*** Block opens ***

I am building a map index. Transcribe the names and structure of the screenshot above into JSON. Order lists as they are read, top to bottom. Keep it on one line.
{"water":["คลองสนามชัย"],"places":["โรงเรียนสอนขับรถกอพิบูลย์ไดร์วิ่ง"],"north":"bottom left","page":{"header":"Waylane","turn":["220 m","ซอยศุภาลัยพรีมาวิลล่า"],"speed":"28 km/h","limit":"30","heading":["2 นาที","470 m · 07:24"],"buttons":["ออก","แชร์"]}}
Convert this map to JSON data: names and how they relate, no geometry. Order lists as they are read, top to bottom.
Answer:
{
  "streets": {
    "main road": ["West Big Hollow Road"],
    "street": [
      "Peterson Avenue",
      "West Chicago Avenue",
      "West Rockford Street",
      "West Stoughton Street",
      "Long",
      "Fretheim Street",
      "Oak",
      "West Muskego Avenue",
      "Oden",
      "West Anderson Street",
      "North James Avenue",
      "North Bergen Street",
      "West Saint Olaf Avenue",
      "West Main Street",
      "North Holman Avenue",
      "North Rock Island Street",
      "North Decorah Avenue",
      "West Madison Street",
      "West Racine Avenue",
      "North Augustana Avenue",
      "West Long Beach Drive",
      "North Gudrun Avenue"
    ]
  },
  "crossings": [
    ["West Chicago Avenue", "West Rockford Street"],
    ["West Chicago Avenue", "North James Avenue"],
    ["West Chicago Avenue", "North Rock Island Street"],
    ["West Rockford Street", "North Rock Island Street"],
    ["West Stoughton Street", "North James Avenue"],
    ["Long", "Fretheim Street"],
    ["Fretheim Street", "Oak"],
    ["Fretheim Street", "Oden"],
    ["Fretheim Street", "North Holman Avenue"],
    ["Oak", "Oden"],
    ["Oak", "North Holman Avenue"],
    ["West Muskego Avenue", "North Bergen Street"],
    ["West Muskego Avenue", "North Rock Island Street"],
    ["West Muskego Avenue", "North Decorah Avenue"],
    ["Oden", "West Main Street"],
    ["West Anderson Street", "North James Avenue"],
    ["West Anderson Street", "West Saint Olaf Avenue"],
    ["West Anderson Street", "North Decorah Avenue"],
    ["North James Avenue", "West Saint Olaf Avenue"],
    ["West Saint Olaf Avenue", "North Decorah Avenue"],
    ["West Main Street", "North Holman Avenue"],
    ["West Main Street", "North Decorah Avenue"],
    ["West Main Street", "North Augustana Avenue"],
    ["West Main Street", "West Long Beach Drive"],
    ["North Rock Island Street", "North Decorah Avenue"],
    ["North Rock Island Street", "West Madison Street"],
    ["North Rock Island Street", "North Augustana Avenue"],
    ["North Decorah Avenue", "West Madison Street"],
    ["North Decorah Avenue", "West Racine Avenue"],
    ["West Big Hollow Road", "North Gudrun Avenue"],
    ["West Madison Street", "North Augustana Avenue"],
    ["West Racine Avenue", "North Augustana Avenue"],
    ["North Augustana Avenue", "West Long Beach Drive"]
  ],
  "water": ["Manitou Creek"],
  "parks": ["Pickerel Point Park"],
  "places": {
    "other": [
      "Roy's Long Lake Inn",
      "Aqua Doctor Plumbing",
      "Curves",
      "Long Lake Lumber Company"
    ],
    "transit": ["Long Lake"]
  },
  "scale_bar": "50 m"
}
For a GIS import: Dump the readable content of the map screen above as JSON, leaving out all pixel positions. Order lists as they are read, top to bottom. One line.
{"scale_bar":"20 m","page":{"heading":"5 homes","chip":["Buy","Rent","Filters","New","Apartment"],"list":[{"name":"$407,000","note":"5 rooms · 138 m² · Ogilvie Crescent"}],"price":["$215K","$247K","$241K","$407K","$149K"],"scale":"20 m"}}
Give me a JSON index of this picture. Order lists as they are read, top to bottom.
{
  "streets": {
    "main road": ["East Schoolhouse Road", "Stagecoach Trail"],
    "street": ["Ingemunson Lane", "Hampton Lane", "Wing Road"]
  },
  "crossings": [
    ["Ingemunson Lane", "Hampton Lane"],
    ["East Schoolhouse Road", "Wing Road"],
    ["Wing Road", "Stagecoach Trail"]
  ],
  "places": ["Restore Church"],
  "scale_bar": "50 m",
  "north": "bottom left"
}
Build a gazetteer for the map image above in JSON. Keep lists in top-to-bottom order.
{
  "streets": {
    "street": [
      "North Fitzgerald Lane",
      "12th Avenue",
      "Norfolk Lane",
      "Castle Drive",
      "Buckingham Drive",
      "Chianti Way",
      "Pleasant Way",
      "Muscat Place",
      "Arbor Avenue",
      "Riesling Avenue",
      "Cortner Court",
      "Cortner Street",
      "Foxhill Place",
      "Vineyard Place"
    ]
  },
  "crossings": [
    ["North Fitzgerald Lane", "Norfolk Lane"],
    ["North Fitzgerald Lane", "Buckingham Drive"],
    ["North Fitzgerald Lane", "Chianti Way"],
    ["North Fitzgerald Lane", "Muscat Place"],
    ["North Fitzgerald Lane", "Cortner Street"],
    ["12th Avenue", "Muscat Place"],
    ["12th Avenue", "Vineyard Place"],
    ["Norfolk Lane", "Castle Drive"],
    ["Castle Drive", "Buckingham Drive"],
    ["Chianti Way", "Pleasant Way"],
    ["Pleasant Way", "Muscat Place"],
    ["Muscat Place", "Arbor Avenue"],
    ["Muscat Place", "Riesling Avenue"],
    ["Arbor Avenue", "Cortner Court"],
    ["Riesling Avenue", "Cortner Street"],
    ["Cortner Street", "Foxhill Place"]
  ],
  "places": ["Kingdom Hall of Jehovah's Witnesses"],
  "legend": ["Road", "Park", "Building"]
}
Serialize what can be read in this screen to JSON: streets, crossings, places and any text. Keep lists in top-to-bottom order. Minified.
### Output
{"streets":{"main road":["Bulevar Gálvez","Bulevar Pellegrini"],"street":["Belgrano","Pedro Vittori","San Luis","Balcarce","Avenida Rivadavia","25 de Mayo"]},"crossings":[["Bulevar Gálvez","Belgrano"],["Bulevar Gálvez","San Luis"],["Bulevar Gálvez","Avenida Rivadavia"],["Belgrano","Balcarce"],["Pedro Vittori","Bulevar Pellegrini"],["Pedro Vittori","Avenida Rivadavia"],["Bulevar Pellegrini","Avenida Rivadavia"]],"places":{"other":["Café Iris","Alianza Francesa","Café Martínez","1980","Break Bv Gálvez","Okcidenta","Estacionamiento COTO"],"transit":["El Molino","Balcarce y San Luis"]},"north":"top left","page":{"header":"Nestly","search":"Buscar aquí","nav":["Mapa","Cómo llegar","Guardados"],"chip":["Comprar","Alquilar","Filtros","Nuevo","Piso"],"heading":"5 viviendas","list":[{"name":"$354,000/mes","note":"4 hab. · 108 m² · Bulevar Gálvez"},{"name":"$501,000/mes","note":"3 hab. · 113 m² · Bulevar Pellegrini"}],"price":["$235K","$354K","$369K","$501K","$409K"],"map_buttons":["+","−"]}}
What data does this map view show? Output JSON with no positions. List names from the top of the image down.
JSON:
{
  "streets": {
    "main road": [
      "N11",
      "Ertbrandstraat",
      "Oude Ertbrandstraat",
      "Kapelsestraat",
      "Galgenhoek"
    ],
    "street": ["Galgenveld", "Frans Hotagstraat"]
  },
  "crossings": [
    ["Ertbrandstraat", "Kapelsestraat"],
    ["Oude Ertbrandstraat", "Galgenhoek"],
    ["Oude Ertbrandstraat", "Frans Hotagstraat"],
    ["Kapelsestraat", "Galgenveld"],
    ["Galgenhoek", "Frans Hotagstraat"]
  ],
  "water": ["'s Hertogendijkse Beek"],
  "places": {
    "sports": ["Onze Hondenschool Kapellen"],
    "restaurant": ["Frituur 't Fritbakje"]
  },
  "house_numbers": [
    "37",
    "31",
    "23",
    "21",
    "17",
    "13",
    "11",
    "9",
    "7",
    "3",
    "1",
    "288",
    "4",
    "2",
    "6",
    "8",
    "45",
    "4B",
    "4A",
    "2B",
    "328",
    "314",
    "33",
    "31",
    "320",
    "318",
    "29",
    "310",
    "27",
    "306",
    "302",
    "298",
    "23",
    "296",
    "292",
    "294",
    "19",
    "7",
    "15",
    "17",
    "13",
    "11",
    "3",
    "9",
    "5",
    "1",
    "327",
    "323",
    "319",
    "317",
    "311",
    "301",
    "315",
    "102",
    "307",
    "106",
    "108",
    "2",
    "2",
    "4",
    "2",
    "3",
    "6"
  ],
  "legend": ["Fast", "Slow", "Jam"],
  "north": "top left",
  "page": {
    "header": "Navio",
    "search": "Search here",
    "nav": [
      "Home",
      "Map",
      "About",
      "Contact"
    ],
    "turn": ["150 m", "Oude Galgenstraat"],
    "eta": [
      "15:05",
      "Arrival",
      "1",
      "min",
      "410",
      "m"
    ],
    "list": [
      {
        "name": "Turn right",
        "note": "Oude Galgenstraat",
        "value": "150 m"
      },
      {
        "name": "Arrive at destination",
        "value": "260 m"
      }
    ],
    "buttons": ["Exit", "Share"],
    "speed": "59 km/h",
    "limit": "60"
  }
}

*** Block closes ***

▶ _EXERCISE_
What lines of the material above include "Hampton"? Copy each one.

▶ _FINAL ANSWER_
    "street": ["Ingemunson Lane", "Hampton Lane", "Wing Road"]
    ["Ingemunson Lane", "Hampton Lane"],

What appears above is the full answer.